The present invention provides such an improvement in the art by providing a method for singulating one or more die from a semiconductor wafer (i.e. a semiconductor substrate) which relies on etching trenches from two opposite sides of the semiconductor wafer with a portion or all of the trench on one side of the semiconductor wafer being laterally offset from the trench on the other side of the semiconductor wafer. The trenches expose an oxide layer on the semiconductor wafer so that when the oxide layer between the trenches is etched away, the die will be singulated. The method can also provide a release fixture beneath the semiconductor wafer to receive and support the singulated die once the oxide layer is etched away between the trenches on each side of the semiconductor wafer.
The method of the present invention is compatible with standard semiconductor processes and allows all of the die on the semiconductor wafer to be singulated simultaneously in a parallel process without attachment to a handle wafer. This saves time and cost and also increases yield and performance by minimizing die handling and particulates which would otherwise occur if conventional sawing were used to singulate the die. This also eliminates adhesives which would otherwise be required to attach the die and the substrate from which the die are formed to the handle wafer, and additional cleaning steps that would be required to remove these adhesives from the singulated die.
The method of the present invention can be used to singulate die of an arbitrary shape, and can be used to form die with rounded corners.
The method of the present invention can be used with silicon-on-insulator (SOI) substrates, or bulk silicon substrates having one or more oxide and polycrystalline silicon layers deposited thereon.
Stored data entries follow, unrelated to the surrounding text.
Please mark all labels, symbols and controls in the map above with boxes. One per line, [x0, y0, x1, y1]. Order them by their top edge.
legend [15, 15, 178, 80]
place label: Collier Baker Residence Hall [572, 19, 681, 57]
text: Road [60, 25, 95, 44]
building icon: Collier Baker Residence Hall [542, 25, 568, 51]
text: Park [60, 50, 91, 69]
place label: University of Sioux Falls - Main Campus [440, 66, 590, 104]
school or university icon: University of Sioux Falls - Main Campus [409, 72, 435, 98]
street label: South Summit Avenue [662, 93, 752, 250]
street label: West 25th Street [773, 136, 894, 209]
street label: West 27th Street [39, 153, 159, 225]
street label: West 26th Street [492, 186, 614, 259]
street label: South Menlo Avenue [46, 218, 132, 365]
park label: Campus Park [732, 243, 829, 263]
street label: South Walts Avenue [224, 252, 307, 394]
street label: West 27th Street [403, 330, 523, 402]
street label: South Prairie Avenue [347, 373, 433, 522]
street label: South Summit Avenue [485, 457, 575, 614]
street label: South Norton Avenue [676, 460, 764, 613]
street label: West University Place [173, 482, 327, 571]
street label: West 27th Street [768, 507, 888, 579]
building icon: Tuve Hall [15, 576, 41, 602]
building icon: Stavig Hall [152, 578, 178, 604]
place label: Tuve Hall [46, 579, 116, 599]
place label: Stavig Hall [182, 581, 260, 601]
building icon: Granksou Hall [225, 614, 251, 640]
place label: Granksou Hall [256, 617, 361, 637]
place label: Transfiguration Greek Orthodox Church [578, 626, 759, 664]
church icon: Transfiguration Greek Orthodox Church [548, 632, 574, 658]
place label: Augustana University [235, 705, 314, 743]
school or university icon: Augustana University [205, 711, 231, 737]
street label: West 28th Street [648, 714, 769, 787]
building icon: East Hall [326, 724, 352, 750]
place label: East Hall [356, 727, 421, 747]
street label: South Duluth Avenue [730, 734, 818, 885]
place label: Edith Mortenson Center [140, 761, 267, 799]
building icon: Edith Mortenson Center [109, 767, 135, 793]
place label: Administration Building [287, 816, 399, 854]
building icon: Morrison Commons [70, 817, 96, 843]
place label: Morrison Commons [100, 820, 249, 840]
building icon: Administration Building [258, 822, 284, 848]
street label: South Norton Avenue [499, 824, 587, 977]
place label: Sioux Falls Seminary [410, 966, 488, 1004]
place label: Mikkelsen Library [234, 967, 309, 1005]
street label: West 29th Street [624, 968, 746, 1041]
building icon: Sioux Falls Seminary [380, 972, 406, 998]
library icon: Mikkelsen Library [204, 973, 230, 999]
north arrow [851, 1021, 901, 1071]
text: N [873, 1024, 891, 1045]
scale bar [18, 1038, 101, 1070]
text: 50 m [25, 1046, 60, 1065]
The method of the present invention can also be adapted to release features within one or more MEMS devices which are formed on the die. The offset between the trenches on each side of the substrate can be predetermined so that singulation of the die by etching away the oxide layer between the trenches will occur at a time shortly after release of features within the MEMS devices.
These and other advantages of the present invention will become evident to those skilled in the art.